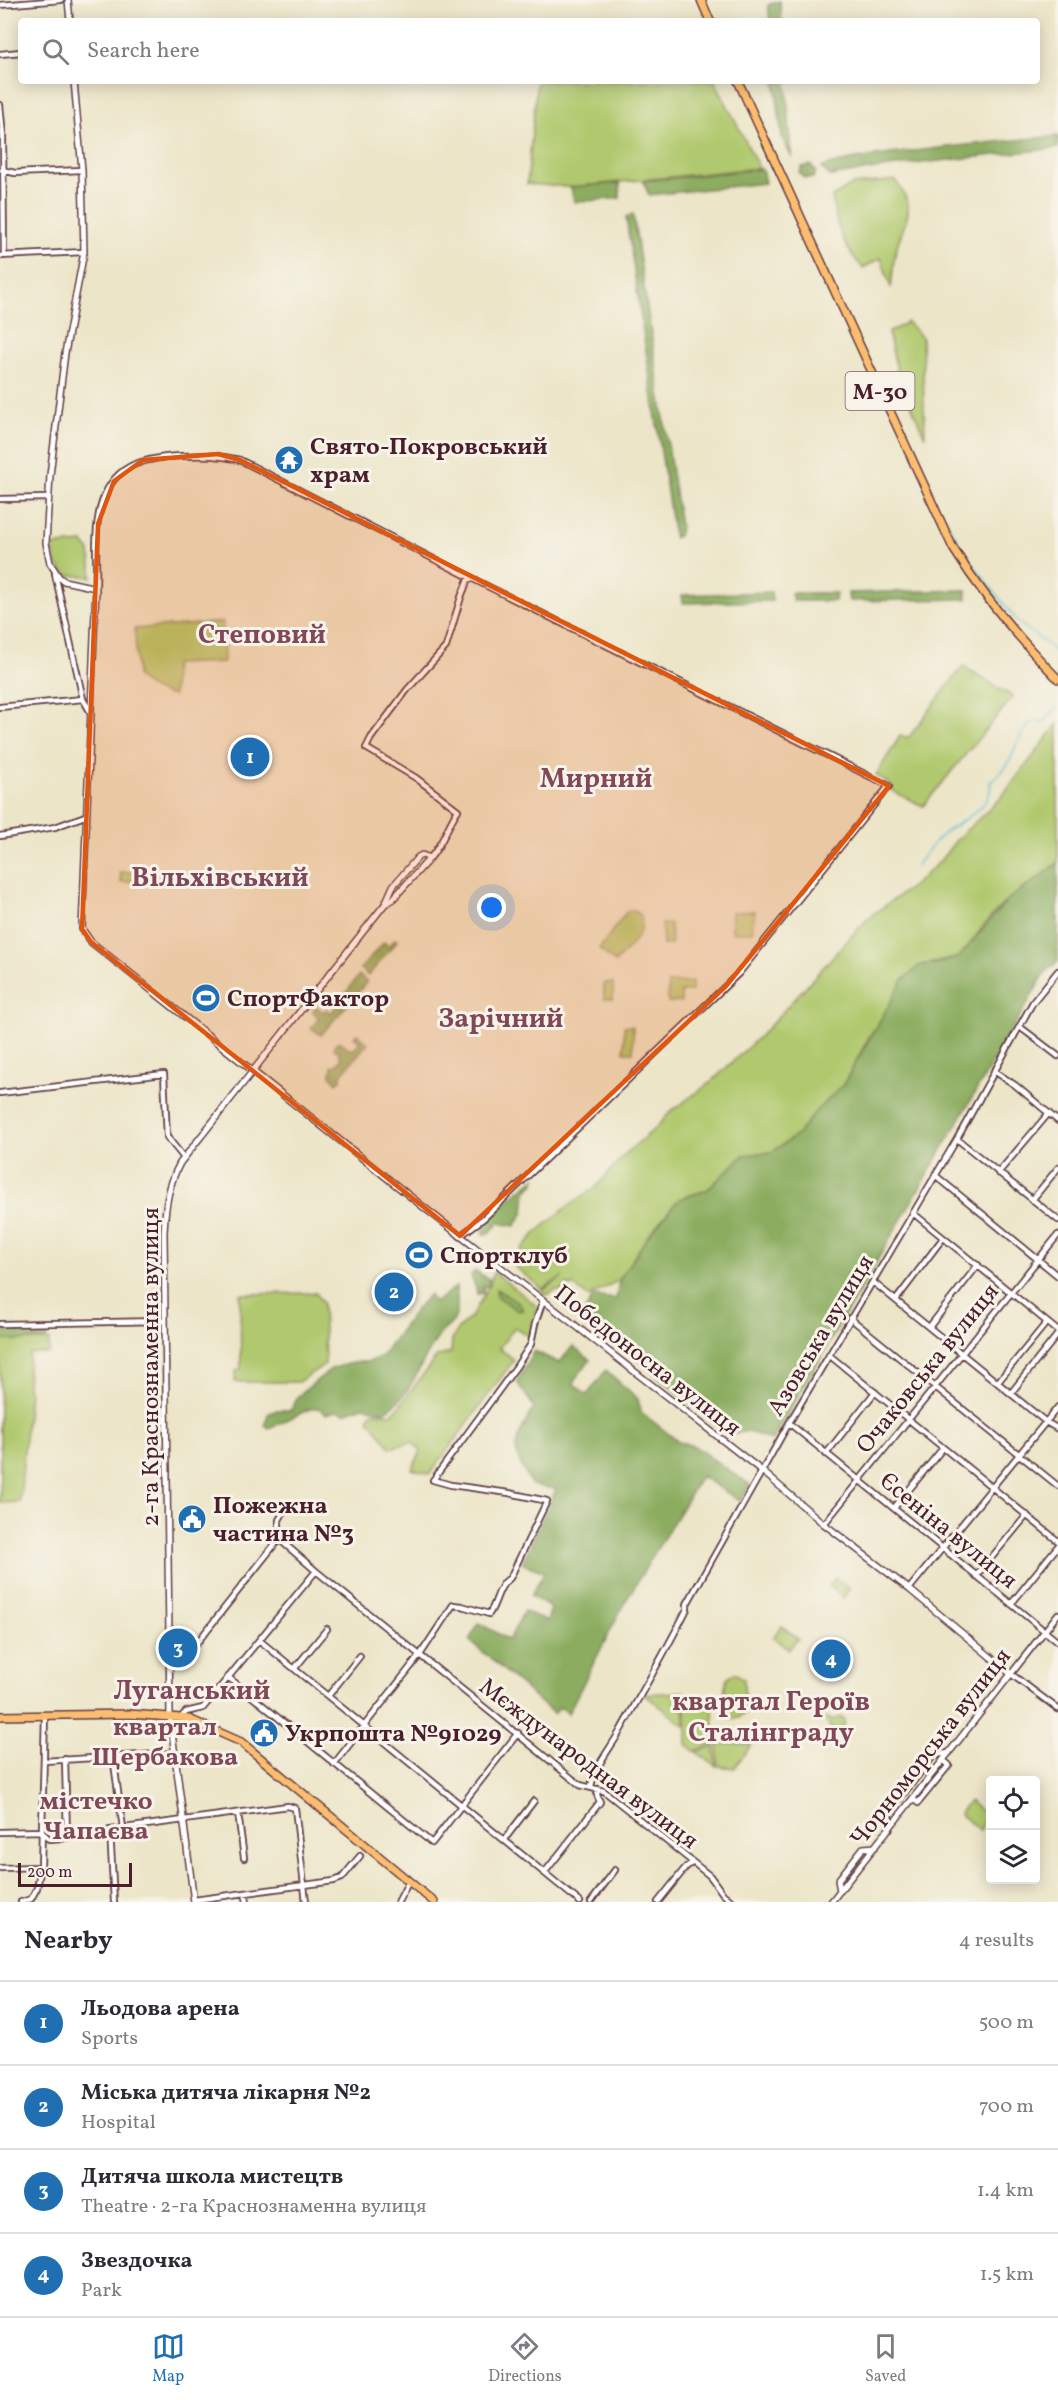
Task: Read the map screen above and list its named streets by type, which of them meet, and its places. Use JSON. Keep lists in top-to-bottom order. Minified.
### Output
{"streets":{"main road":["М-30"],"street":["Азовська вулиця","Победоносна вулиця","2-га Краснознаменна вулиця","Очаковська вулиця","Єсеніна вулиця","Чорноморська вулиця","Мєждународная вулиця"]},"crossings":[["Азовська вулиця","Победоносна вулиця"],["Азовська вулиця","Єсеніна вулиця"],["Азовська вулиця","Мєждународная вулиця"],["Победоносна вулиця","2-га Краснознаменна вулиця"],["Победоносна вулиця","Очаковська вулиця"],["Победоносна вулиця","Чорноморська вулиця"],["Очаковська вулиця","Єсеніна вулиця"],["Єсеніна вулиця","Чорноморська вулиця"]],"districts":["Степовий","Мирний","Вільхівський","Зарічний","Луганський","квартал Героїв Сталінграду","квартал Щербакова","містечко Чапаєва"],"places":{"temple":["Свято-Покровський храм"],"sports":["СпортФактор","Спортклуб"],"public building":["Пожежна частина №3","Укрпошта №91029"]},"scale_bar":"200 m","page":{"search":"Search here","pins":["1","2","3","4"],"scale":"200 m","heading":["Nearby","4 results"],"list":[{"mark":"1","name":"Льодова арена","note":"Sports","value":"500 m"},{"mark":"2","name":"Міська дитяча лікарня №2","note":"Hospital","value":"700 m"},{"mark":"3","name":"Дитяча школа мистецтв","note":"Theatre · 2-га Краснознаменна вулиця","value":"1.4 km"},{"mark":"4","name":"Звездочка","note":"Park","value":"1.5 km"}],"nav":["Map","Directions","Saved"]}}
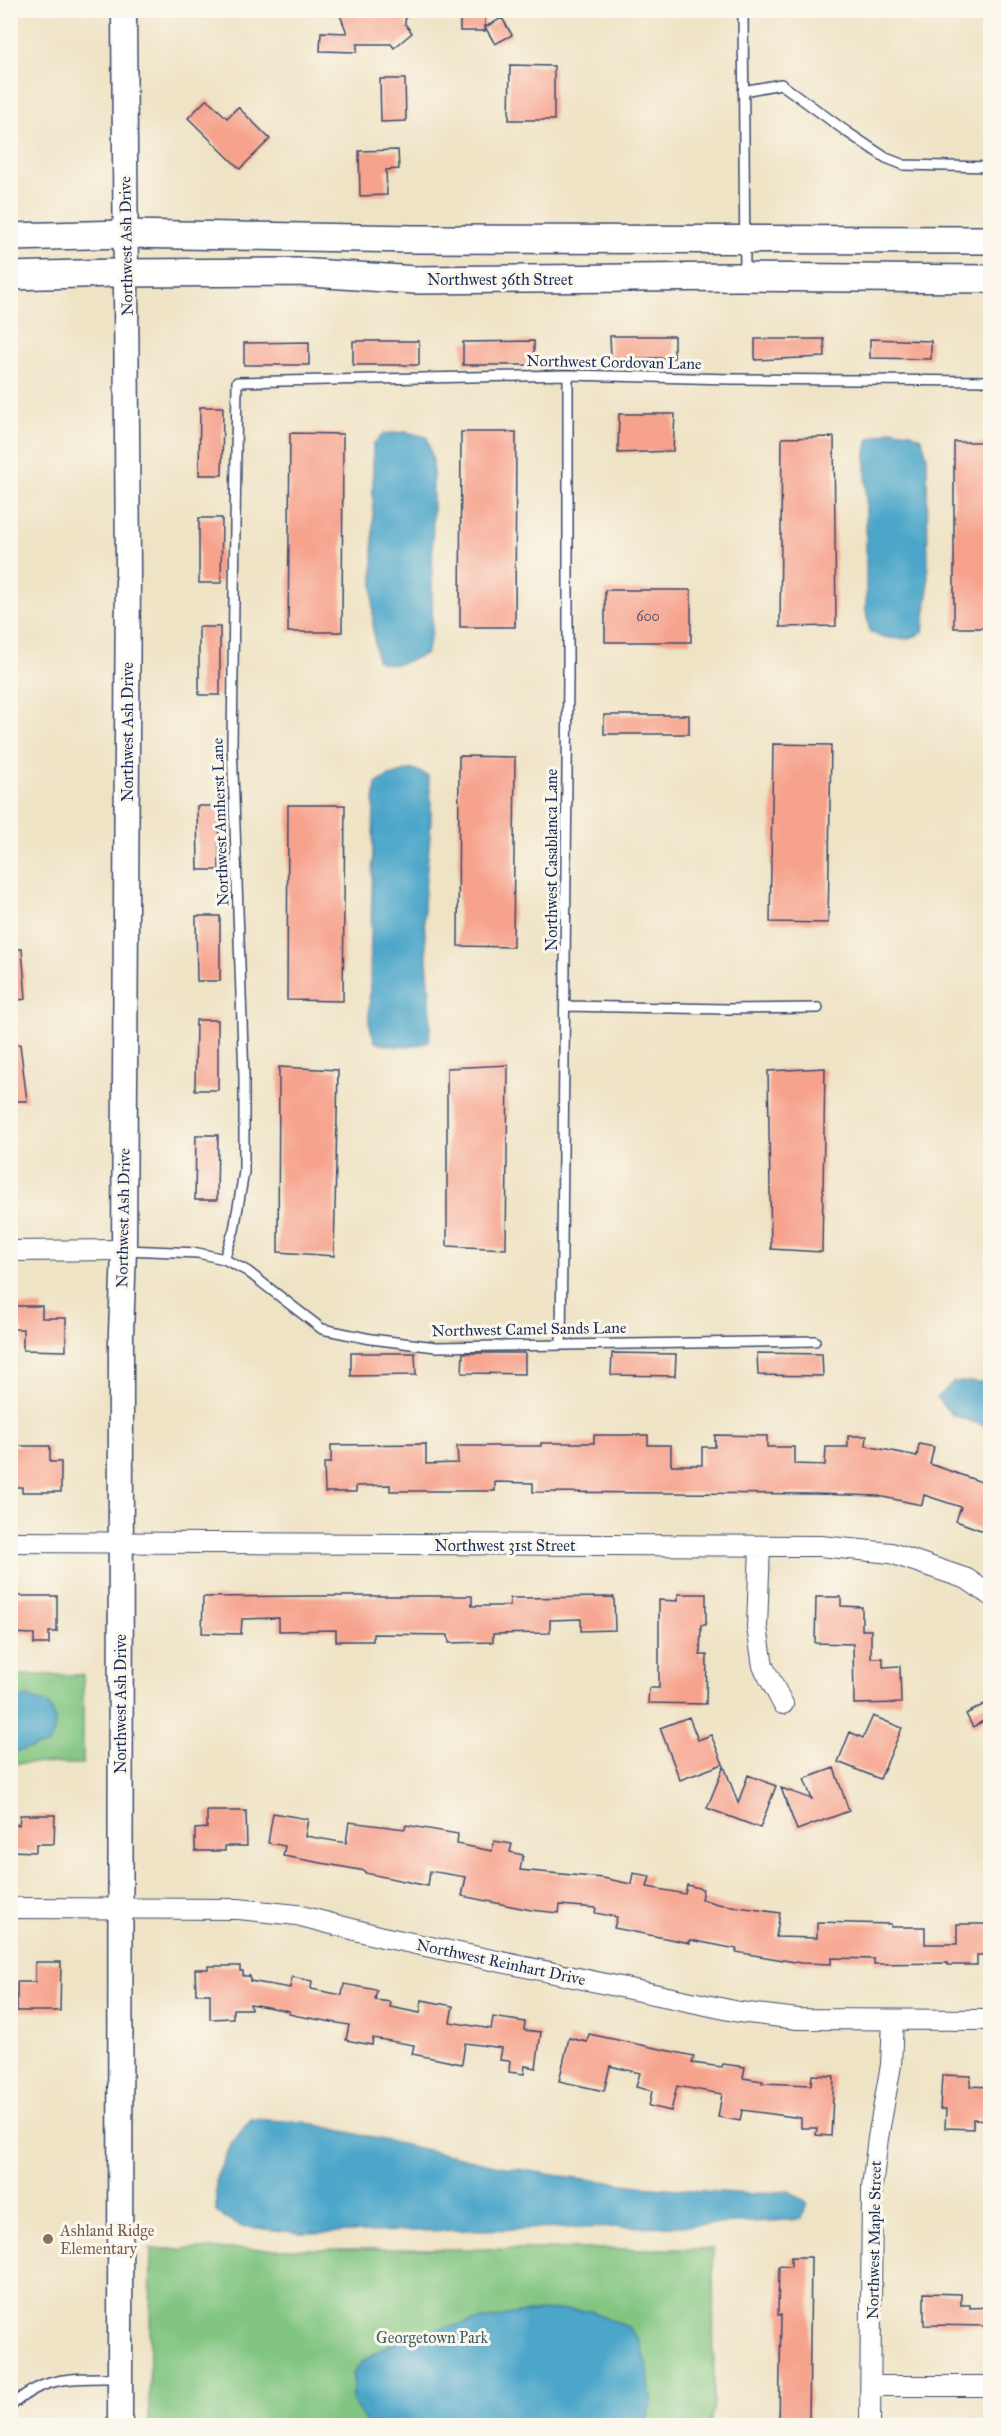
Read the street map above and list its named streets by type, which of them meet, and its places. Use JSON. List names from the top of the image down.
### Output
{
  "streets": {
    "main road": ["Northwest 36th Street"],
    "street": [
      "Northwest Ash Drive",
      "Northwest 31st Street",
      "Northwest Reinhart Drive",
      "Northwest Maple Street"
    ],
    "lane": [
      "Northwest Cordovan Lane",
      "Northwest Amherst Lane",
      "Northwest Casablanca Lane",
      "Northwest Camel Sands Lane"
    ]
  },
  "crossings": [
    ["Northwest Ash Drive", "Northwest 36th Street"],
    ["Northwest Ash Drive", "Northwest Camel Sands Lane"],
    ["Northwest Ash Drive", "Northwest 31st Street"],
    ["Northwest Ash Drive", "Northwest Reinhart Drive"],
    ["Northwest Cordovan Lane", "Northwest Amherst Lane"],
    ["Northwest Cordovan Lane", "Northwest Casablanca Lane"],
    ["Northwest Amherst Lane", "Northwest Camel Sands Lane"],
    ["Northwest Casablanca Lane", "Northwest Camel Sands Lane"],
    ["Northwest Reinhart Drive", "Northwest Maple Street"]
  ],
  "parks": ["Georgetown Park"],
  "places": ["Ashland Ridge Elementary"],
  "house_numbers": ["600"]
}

EXERCISE DESCRIPTION → Determine how many lines of the material include the string "Drive". Output only that count.

WORKED SOLUTION → 7